» Supplied records
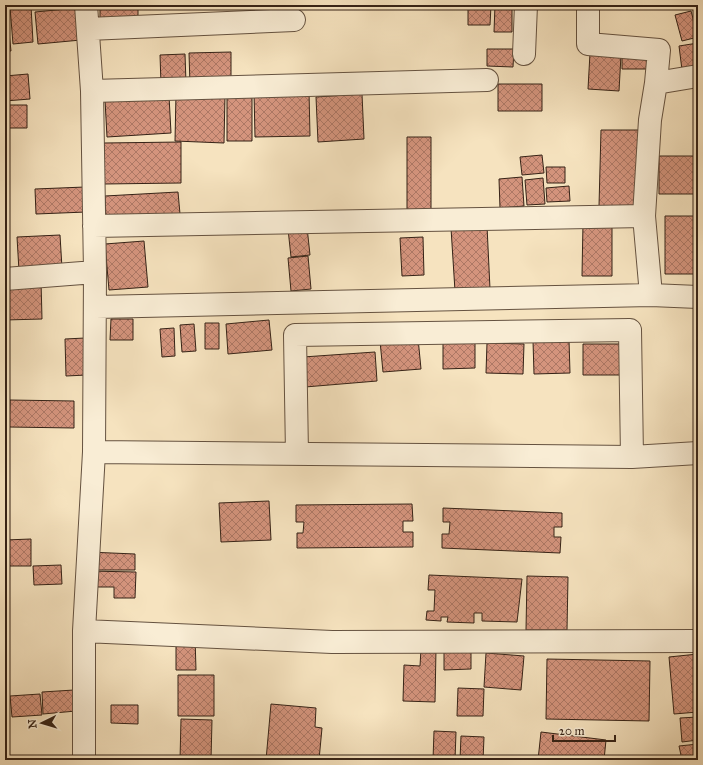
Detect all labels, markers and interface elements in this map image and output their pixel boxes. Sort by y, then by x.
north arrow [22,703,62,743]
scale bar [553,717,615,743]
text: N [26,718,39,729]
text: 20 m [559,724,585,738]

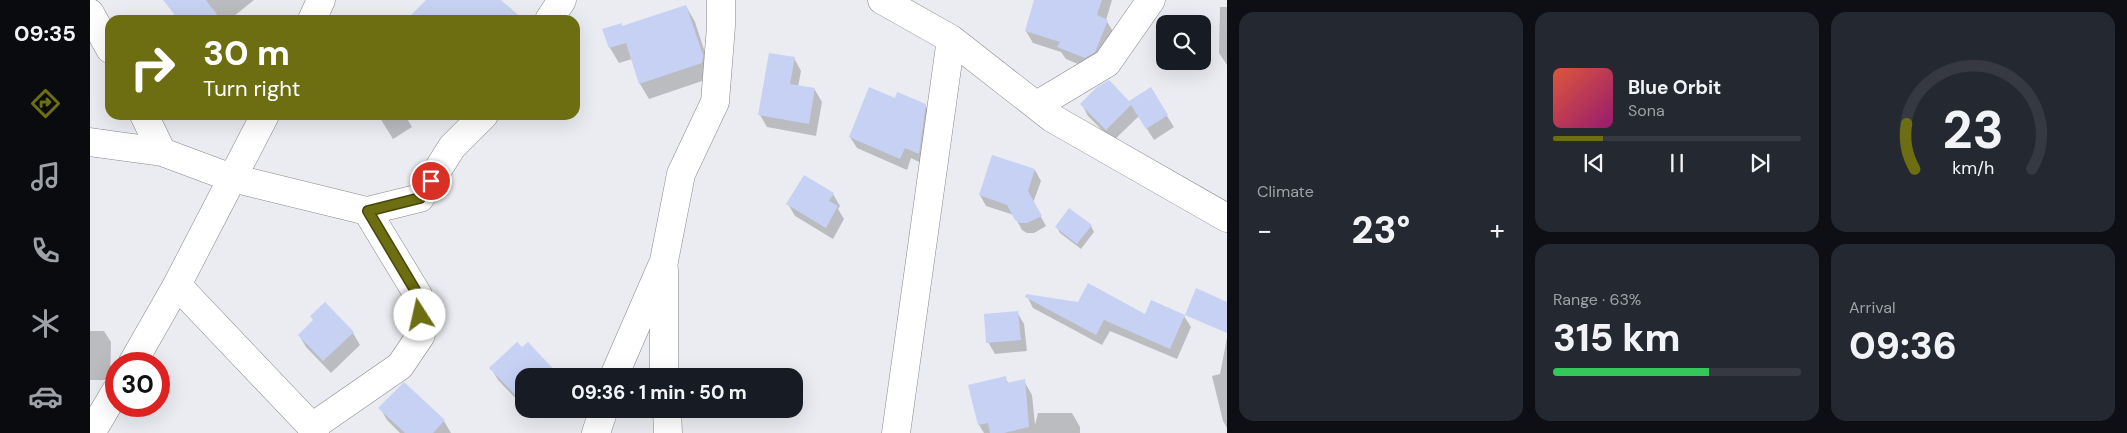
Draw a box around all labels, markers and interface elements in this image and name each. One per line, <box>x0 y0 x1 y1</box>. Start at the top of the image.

==

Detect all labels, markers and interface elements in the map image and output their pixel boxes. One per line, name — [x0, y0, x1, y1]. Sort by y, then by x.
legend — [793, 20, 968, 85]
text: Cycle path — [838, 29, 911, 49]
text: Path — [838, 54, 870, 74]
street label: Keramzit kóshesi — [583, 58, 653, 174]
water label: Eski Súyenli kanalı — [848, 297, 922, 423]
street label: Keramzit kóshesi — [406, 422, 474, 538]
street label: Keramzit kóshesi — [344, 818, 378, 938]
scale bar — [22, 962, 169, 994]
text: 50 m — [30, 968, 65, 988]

» Exercise brief
The lines to set down run from the line with "Detect all labels, markers and interface elements in this" up to and including the line with "Draw a box around" in the entries above. Reproduce them exactly, with no pictures.

» Reply to the exercise
Detect all labels, markers and interface elements in this map image and output their pixel boxes. Sort by y, then by x.
north arrow [22,703,62,743]
scale bar [553,717,615,743]
text: N [26,718,39,729]
text: 20 m [559,724,585,738]

Draw a box around all labels, markers and interface elements in this image and name each. One per line, <box>x0 y0 x1 y1</box>. Start at the top of the image.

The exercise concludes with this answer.